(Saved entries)
* * * * *
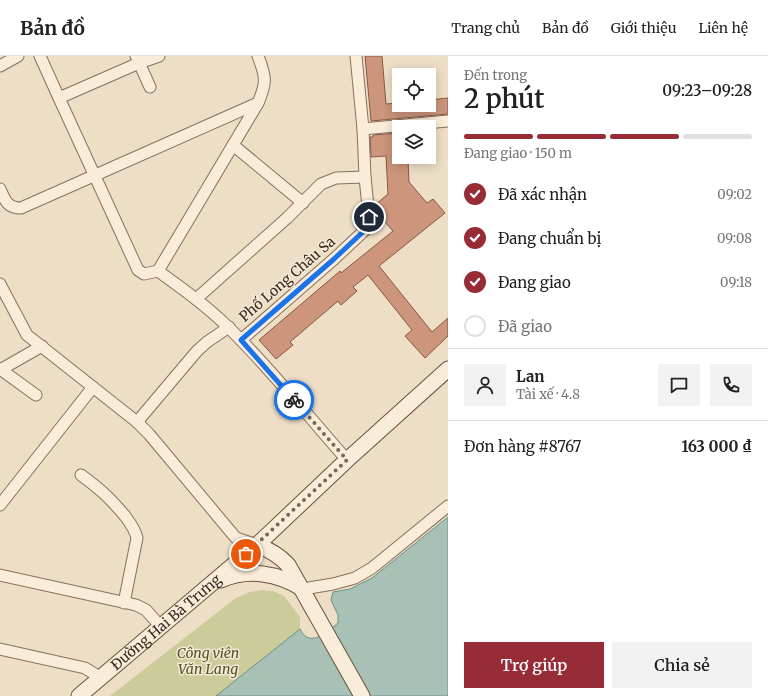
<!DOCTYPE html>
<html lang="vi">
<head>
<meta charset="utf-8">
<style>
	body { margin:0; font-family:Merriweather,serif; background:#f2f2f2; color:#222; height:100vh; display:flex; flex-direction:column; font-size:15px; white-space:nowrap }
	* { box-sizing:border-box; margin:0 }
	p { font-size:13px; color:#767676 }
	.icon { flex:none; width:22px; height:22px; fill:none; stroke:currentColor; stroke-width:2; stroke-linecap:round; stroke-linejoin:round }
	.map { position:relative; flex:1; overflow:hidden }
	.details { display:flex; flex-direction:column; background:#fff; width:320px }
	.details>* { flex:none }
	.tools { position:absolute; left:392px; top:12px; display:grid; gap:8px }
	.tools a { display:grid; place-items:center; width:44px; height:44px; border-radius:0px; background:#fff; box-shadow:0 2px 10px #0003; font-size:20px }
	.pin { position:absolute; display:grid; place-items:center; width:34px; height:34px; color:#fff; margin:-17px; border:2px solid #fff; border-radius:50%; box-shadow:0 1px 4px #0007 }
	.courier { position:absolute; display:grid; place-items:center; width:40px; height:40px; margin:-20px; border:3px solid #1a73e8; border-radius:50%; background:#fff; color:#222; box-shadow:0 1px 5px #0007 }
	.summary em { font-style:normal; font-weight:600 }
	.summary div { display:flex; flex-direction:column-reverse }
	.summary { display:flex; align-items:center; justify-content:space-between; height:68px; padding:0 16px }
	h1 { font-size:26px; font-weight:600; line-height:30px }
	.bar { display:grid; grid-template-columns:repeat(4,1fr); gap:6px 4px; align-content:center; height:48px; padding:0 16px }
	.bar i { height:5px; border-radius:3px; background:#e0e0e0 }
	.bar .on { background:#972c37 }
	.bar p { grid-column:span 4 }
	.line { display:flex; align-items:center; gap:10px; padding:0 16px; border-top:1px solid #e0e0e0 }
	.line div { flex:1 }
	.round { display:grid; place-items:center; flex:none; width:42px; height:42px; border-radius:0px; background:#f2f2f2 }
	ol { padding:0 16px; list-style:none }
	li { display:flex; align-items:center; gap:12px; height:44px }
	li p { margin-inline-start:auto }
	li .icon { padding:4px; border-radius:50%; background:#972c37; color:#fff; stroke-width:4 }
	li:last-child { color:#767676 }
	li i { width:22px; height:22px; border:2px solid #e0e0e0; border-radius:50% }
	.button { display:flex; gap:8px; margin-top:auto; padding:8px 16px }
	.button a { flex:1; height:46px; border-radius:0px; background:#972c37; color:#fff; font-size:16px; font-weight:600; line-height:46px; text-align:center }
	.button a+a { background:#f2f2f2; color:#222 }
	header { display:flex; align-items:center; gap:24px; box-sizing:border-box; height:56px; padding:0 20px; background:#fff; border-bottom:1px solid #e0e0e0 }
	header strong { font-size:19px }
	nav { display:flex; gap:22px; margin-inline-start:auto; font-size:14px }
	main { display:flex; flex:1; min-height:0 }
	.map>svg:first-child { display:block }
	.green { fill:#cbcc99 }
	.water { fill:#a7c1b7; stroke:#6e9084 }
	.building { fill:#cc957c; stroke:#885742 }
	.lines { fill:none; stroke-linecap:round; stroke-linejoin:round }
	.street-casing { stroke:#896f5c; stroke-width:13 }
	.secondary-casing { stroke:#6b503f; stroke-width:17 }
	.street { stroke:#f9ecd9; stroke-width:11 }
	.secondary { stroke:#f9ecd9; stroke-width:15 }
	.done { stroke:#786859; stroke-width:4; stroke-dasharray:0 7.2 }
	.route { stroke:#1a73e8; stroke-width:5 }
	.labels { text-anchor:middle; dominant-baseline:central; stroke-width:3; stroke-linejoin:round; paint-order:stroke }
	.street-label { font-size:14px; fill:#39291f; stroke:#f5e9d5 }
	.park-label { font-size:14px; font-style:italic; fill:#4e5526; stroke:#f5e9d5 }
</style>
</head>
<body>
<header>
<strong>Bản đồ</strong>
<nav><a>Trang chủ</a><a>Bản đồ</a><a>Giới thiệu</a><a>Liên hệ</a></nav>
</header>
<main>
<div class="map">
<svg width="448" height="640" viewBox="0 0 448 640">
	<rect width="100%" height="100%" fill="#eedec6"/>
	<polygon class="green" points="261,534 273,535 284,540 300,561 300,573 216,640 110,640 236,542 250,536"/>
	<path class="water" d="M448,461v179h-232l84,-67c9,20 27,3 38,-6v-8l-7,-15 2,-8 17,-3 22,-11z"/>
	<g class="building">
		<polygon points="365,0 382,0 386,48 399,47 399,49 429,49 429,44 448,42 448,58 371,65"/>
		<polygon points="399,77 399,104 408,104 409,126 427,147 433,143 445,157 379,210 432,276 448,262 448,280 425,302 405,280 412,274 368,219 353,231 357,235 341,249 338,245 290,286 293,289 276,303 259,284 340,215 341,217 393,175 375,155 375,149 388,138 386,100 371,101 370,81 373,81 373,79"/>
	</g>
	<g class="lines">
		<g class="street-casing">
			<g id="street">
				<polyline points="40,0 59,42 139,7 159,0"/>
				<polyline points="136,0 150,31"/>
				<polyline points="0,10 18,0"/>
				<path d="M59,42l79,172 6,4 14,-3c25,18 50,36 71,57 42,41 79,88 118,132"/>
				<polyline points="363,73 448,65"/>
				<polyline points="233,89 303,147"/>
				<path d="M0,133c5,11 7,19 21,19l237,-105c9,-21 8,-26 0,-47"/>
				<polyline points="158,215 258,47"/>
				<polyline points="0,228 27,279 137,366 149,378 230,475 236,482 257,489"/>
				<polyline points="196,243 287,162 321,128 336,122 365,121"/>
				<polyline points="241,284 334,203 365,174 369,161 365,121 363,73 356,0"/>
				<polyline points="0,313 36,339"/>
				<polyline points="0,314 42,290"/>
				<polyline points="137,366 197,295 207,286 229,271"/>
				<path d="M81,419c19,14 29,23 44,41 5,7 10,13 12,22l-13,65"/>
				<polyline points="0,449 93,331"/>
				<polyline points="0,519 136,549 146,554 161,571"/>
				<polyline points="303,533 333,528 355,522 372,512 448,450"/>
				<polyline points="0,593 85,612 101,622"/>
			</g>
		</g>
		<g class="secondary-casing">
			<g id="secondary">
				<path d="M257,489c13,5 22,10 31,20l74,131"/>
				<path d="M221,524c27,-12 57,-7 82,9"/>
				<path id="s1" d="M79,640l178,-151 90,-85 101,-91"/>
			</g>
		</g>
		<use href="#street" class="street"/>
		<use href="#secondary" class="secondary"/>
	</g>
	<g class="lines">
		<polyline class="done" points="246,498 347,404 294,344"/>
		<polyline class="route" points="294,344 241,284 334,203 365,174 369,161"/>
	</g>
	<g class="labels">
		<g class="street-label">
			<text transform="translate(287 223) rotate(-41)">Phố Long Châu Sa</text>
			<text stroke="none"><textPath href="#s1" startOffset="114">Đường Hai Bà Trưng</textPath></text>
		</g>
		<g class="park-label">
			<text x="208" y="597">Công viên<tspan x="208" dy="16">Văn Lang</tspan></text>
		</g>
	</g>
</svg>
<div class="tools">
<a><svg class="icon" aria-label="locate" viewBox="0 0 24 24"><circle cx="12" cy="12" r="6"/><path d="M12 2v4M12 18v4M2 12h4M18 12h4"/></svg></a>
<a><svg class="icon" aria-label="layers" viewBox="0 0 24 24"><path d="M12 4l9 5-9 5-9-5zM3 14l9 5 9-5"/></svg></a>
</div>
<div class="pin" style="left:246px;top:498px;background:#ea580c"><svg class="icon" aria-label="bag" viewBox="0 0 24 24"><path d="M5 8h14l-1 12H6zM9 8a3 3 0 0 1 6 0"/></svg></div>
<div class="pin" style="left:369px;top:161px;background:#1f2937"><svg class="icon" aria-label="home" viewBox="0 0 24 24"><path d="M3 11l9-7 9 7M6 9v11h12V9"/></svg></div>
<div class="courier" style="left:294px;top:344px"><svg class="icon" aria-label="bike" viewBox="0 0 24 24"><circle cx="6" cy="16" r="4"/><circle cx="18" cy="16" r="4"/><path d="M6 16l4-8h5l3 8M10 8l3 8H6M13 5h3"/></svg></div>
</div>
<section class="details">
<div class="summary"><div><h1>2 phút</h1><p>Đến trong</p></div><em>09:23–09:28</em></div>
<div class="bar"><i class="on"></i><i class="on"></i><i class="on"></i><i></i><p>Đang giao · 150 m</p></div>
<ol>
<li><svg class="icon" aria-label="check" viewBox="0 0 24 24"><path d="M5 12l5 5 9-10"/></svg>Đã xác nhận<p>09:02</p></li>
<li><svg class="icon" aria-label="check" viewBox="0 0 24 24"><path d="M5 12l5 5 9-10"/></svg>Đang chuẩn bị<p>09:08</p></li>
<li><svg class="icon" aria-label="check" viewBox="0 0 24 24"><path d="M5 12l5 5 9-10"/></svg>Đang giao<p>09:18</p></li>
<li><i></i>Đã giao</li>
</ol>
<div class="line" style="height:72px"><a class="round"><svg class="icon" aria-label="person" viewBox="0 0 24 24"><circle cx="12" cy="8" r="4"/><path d="M4 21q1-7 8-7t8 7"/></svg></a><div><b>Lan</b><p>Tài xế · 4.8</p></div><a class="round"><svg class="icon" aria-label="chat" viewBox="0 0 24 24"><path d="M4 5h16v11H9l-5 4z"/></svg></a><a class="round"><svg class="icon" aria-label="phone" viewBox="0 0 24 24"><path d="M5 4h4l2 5-3 2q2 4 5 5l2-3 5 2v4C11 20 4 13 5 4z"/></svg></a></div>
<div class="line" style="height:52px"><div>Đơn hàng #8767</div><b>163 000 ₫</b></div>
<div class="button"><a>Trợ giúp</a><a>Chia sẻ</a></div>
</section>
</main>
</body>
</html>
* * * * *
• _Your instructions_: Going through the lines above one by one, tally those with the word "size" and give only the total.

• _Output for this exercise_: 9